--- DATASET CONTENT Enclosed Below ---

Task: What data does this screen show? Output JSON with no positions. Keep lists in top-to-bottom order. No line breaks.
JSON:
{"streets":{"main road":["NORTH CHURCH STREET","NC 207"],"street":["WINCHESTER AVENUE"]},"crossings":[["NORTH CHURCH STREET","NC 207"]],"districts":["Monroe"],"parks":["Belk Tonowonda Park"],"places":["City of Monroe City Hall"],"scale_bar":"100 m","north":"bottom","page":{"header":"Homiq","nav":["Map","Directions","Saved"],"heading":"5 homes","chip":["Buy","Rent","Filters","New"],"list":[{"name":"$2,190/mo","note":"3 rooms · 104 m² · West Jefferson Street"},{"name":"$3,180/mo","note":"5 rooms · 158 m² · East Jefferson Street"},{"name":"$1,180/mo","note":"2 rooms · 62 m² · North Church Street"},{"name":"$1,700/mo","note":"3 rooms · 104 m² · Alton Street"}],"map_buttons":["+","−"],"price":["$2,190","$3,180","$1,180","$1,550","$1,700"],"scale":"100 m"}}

--- End of Enclosed DATASET CONTENT ---

*TASK ITEM:*
Word for word, give back all the lines above.

*TASK RESPONSE:*
Task: What data does this screen show? Output JSON with no positions. Keep lists in top-to-bottom order. No line breaks.
JSON:
{"streets":{"main road":["NORTH CHURCH STREET","NC 207"],"street":["WINCHESTER AVENUE"]},"crossings":[["NORTH CHURCH STREET","NC 207"]],"districts":["Monroe"],"parks":["Belk Tonowonda Park"],"places":["City of Monroe City Hall"],"scale_bar":"100 m","north":"bottom","page":{"header":"Homiq","nav":["Map","Directions","Saved"],"heading":"5 homes","chip":["Buy","Rent","Filters","New"],"list":[{"name":"$2,190/mo","note":"3 rooms · 104 m² · West Jefferson Street"},{"name":"$3,180/mo","note":"5 rooms · 158 m² · East Jefferson Street"},{"name":"$1,180/mo","note":"2 rooms · 62 m² · North Church Street"},{"name":"$1,700/mo","note":"3 rooms · 104 m² · Alton Street"}],"map_buttons":["+","−"],"price":["$2,190","$3,180","$1,180","$1,550","$1,700"],"scale":"100 m"}}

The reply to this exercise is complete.